### SOURCE MATERIAL

· · · · · · ·

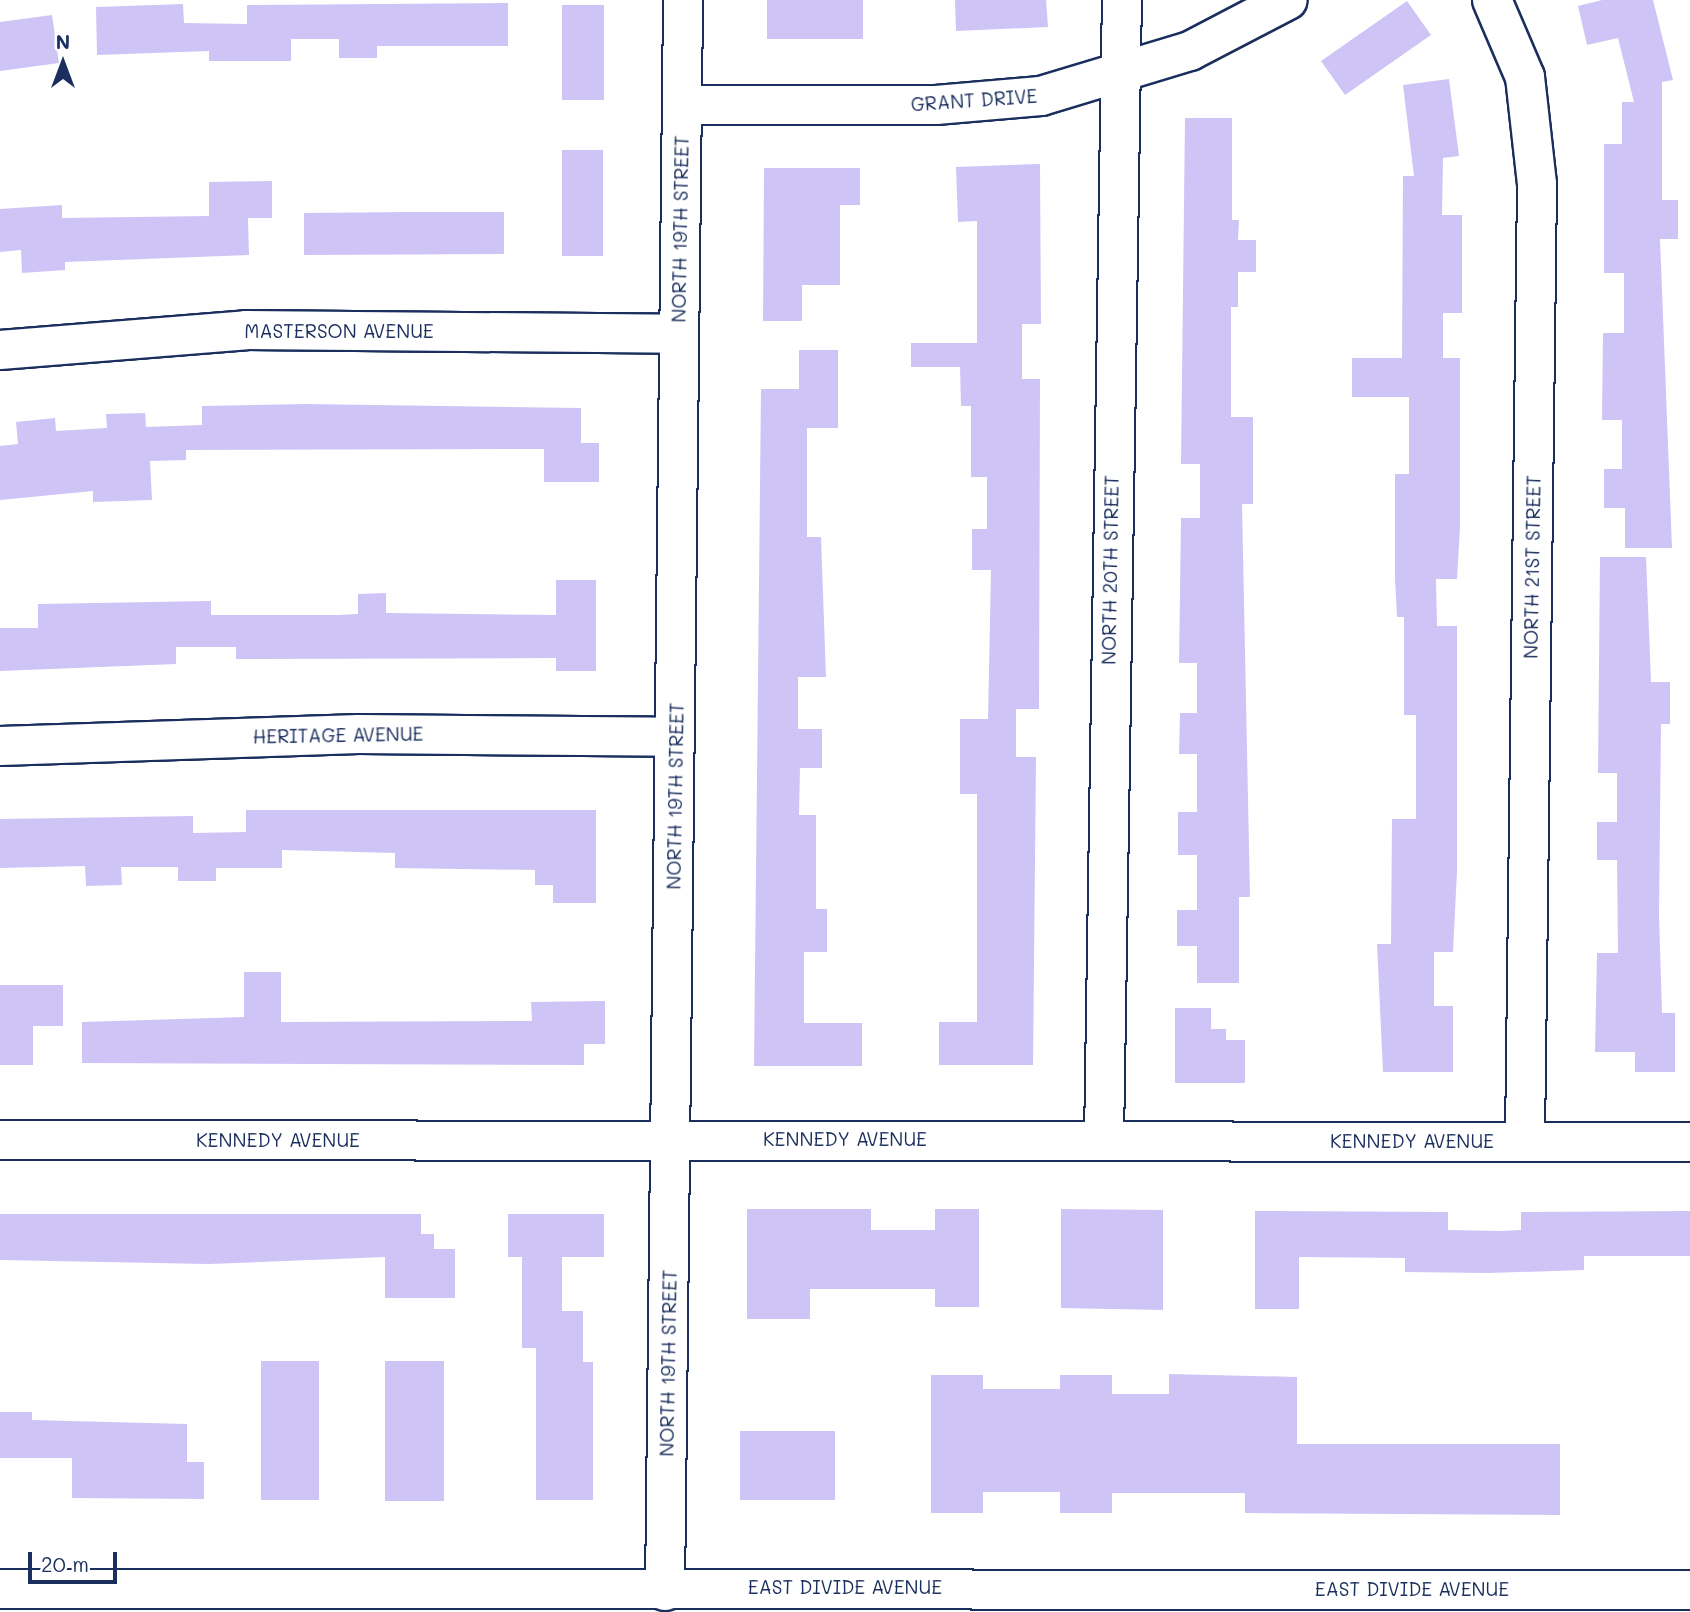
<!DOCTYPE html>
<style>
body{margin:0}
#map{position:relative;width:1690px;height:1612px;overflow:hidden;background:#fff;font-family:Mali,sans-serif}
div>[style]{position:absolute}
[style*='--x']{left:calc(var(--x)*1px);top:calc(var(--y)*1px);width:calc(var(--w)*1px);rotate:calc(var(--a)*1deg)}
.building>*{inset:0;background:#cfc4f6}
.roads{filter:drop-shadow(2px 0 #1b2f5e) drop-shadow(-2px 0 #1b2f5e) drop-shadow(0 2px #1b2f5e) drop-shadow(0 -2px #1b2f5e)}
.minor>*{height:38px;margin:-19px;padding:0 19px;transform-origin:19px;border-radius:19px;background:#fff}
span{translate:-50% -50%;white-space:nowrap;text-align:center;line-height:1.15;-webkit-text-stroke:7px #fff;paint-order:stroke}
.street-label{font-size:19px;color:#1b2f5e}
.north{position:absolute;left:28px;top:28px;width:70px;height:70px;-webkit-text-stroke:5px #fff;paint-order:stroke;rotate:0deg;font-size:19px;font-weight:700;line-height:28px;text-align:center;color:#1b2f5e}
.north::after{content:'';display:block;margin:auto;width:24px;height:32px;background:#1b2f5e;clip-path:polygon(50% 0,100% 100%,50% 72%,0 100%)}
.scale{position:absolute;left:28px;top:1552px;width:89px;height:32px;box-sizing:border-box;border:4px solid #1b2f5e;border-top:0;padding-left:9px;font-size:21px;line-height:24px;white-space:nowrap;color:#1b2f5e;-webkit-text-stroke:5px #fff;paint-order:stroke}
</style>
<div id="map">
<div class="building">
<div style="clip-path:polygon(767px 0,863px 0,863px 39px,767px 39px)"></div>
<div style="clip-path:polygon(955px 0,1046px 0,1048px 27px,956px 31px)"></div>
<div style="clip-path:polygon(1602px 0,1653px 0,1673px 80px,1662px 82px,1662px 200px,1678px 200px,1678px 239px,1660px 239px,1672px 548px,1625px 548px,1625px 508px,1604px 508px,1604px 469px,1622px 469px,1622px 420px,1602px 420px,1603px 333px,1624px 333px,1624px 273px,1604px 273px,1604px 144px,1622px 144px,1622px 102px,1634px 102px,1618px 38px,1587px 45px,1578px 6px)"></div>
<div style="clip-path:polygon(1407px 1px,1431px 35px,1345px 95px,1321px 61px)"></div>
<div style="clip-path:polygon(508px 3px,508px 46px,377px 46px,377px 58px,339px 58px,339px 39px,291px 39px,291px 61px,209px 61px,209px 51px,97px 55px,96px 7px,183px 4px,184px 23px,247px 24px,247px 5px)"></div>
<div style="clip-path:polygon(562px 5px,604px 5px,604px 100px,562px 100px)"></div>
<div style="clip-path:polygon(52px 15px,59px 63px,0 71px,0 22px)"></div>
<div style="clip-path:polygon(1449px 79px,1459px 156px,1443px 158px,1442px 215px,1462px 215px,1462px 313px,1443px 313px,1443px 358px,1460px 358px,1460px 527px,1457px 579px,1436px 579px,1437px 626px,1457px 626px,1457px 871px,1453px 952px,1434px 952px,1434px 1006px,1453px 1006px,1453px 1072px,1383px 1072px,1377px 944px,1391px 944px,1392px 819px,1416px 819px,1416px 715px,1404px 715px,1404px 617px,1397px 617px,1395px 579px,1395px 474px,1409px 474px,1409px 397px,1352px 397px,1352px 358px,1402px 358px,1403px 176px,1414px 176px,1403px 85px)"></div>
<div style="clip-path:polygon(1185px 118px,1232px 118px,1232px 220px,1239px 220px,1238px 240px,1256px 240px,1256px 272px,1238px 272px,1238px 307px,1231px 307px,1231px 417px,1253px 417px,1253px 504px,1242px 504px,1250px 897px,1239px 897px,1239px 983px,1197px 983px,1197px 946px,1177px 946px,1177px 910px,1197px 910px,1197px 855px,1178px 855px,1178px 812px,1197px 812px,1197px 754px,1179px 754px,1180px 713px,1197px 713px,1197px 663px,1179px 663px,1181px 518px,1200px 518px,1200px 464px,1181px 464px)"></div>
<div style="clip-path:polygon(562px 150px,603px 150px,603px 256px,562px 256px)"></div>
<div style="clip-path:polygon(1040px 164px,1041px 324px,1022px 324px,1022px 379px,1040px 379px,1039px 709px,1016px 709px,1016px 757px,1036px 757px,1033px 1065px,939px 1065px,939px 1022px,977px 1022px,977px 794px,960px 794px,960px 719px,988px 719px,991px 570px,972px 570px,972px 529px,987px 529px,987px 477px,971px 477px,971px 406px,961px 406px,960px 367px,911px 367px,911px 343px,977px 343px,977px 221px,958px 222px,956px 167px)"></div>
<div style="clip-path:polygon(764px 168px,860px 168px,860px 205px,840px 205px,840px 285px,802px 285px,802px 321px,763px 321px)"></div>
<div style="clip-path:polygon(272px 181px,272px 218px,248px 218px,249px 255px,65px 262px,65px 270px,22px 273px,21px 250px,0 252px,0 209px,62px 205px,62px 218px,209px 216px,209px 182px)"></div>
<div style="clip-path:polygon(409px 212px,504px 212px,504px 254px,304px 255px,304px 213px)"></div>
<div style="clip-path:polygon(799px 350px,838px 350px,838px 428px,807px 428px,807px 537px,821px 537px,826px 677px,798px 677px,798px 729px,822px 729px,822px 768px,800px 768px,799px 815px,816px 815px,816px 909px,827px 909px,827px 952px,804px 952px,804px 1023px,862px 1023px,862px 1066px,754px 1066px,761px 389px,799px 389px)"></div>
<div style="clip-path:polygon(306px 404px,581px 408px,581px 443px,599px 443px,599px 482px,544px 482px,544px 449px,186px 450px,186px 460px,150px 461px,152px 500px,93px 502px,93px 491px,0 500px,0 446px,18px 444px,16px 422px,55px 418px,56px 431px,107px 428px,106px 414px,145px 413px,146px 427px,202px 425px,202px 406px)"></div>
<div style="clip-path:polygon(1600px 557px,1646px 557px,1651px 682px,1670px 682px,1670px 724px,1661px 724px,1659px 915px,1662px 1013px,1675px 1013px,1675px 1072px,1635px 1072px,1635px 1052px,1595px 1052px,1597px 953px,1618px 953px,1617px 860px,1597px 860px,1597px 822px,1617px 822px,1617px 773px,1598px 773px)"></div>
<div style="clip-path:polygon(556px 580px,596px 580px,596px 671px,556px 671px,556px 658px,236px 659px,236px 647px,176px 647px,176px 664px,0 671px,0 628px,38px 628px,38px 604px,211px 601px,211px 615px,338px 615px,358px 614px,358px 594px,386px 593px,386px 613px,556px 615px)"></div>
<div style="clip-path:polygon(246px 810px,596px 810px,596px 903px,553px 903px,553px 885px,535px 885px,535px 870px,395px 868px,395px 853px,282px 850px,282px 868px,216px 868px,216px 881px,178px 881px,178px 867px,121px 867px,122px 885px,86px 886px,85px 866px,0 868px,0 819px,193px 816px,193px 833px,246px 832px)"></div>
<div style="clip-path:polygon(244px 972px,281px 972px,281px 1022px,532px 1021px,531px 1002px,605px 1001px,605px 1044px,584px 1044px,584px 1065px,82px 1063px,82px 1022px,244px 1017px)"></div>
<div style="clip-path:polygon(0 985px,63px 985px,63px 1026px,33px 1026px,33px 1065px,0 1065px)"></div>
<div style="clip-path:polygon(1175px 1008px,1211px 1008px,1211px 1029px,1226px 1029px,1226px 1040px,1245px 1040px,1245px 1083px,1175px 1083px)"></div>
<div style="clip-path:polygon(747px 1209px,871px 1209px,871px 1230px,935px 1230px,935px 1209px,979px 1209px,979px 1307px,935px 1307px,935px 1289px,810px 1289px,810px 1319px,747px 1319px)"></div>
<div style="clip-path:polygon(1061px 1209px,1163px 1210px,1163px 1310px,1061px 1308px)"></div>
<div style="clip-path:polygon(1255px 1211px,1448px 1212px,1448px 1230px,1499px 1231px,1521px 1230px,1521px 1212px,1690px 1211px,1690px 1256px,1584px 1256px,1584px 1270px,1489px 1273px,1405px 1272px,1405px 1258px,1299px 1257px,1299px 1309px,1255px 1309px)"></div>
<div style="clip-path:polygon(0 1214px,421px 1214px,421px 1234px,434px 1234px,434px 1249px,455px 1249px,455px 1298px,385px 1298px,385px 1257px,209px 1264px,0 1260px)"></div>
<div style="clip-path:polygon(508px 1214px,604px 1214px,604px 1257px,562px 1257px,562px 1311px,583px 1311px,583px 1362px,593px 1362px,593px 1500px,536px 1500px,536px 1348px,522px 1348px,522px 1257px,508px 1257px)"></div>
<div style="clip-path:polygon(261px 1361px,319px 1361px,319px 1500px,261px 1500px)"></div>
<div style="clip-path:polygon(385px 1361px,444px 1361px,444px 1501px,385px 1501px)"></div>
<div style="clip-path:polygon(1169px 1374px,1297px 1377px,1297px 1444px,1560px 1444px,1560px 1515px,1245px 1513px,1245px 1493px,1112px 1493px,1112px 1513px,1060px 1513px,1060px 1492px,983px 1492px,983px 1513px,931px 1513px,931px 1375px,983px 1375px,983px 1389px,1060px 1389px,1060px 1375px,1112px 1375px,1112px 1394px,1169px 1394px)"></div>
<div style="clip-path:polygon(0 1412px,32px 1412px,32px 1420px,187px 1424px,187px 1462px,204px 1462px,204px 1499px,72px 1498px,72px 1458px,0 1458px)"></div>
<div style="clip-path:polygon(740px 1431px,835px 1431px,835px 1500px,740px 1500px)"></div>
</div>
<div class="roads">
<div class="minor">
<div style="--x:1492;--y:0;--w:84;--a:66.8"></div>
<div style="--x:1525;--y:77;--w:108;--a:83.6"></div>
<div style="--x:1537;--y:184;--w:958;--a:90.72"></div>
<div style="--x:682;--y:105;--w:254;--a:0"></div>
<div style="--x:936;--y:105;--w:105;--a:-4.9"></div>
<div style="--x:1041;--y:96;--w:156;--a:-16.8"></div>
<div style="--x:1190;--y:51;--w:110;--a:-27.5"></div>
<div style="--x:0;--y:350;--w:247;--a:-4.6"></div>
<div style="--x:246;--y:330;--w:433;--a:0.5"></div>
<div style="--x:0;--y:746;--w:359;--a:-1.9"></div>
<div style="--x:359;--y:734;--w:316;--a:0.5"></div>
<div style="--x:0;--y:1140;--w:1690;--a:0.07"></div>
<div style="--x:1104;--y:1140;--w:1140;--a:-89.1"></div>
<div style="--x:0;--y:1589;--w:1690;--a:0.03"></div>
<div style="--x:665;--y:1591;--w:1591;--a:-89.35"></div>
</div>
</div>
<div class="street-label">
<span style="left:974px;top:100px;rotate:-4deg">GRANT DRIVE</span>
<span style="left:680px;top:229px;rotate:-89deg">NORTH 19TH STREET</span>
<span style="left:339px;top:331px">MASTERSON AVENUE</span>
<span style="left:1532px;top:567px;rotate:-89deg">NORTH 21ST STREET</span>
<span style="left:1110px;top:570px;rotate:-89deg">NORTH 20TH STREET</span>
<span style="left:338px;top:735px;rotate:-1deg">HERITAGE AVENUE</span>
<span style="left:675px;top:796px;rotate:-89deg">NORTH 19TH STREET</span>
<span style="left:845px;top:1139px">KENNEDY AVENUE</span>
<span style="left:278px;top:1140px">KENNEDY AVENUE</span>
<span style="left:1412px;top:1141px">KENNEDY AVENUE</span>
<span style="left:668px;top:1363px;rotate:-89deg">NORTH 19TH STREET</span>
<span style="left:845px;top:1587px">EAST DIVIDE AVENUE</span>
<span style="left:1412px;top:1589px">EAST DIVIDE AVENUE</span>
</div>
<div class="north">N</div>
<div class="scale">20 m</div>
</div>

· · · · · · ·

### WHAT YOU HAVE TO DO
Exactly as they appear, transcribe the lines from the top of the material above through the line with "0 #1b2f5e) drop-shadow(-2px". Omit any picture.

### REPLY
<!DOCTYPE html>
<style>
body{margin:0}
#map{position:relative;width:1690px;height:1612px;overflow:hidden;background:#fff;font-family:Mali,sans-serif}
div>[style]{position:absolute}
[style*='--x']{left:calc(var(--x)*1px);top:calc(var(--y)*1px);width:calc(var(--w)*1px);rotate:calc(var(--a)*1deg)}
.building>*{inset:0;background:#cfc4f6}
.roads{filter:drop-shadow(2px 0 #1b2f5e) drop-shadow(-2px 0 #1b2f5e) drop-shadow(0 2px #1b2f5e) drop-shadow(0 -2px #1b2f5e)}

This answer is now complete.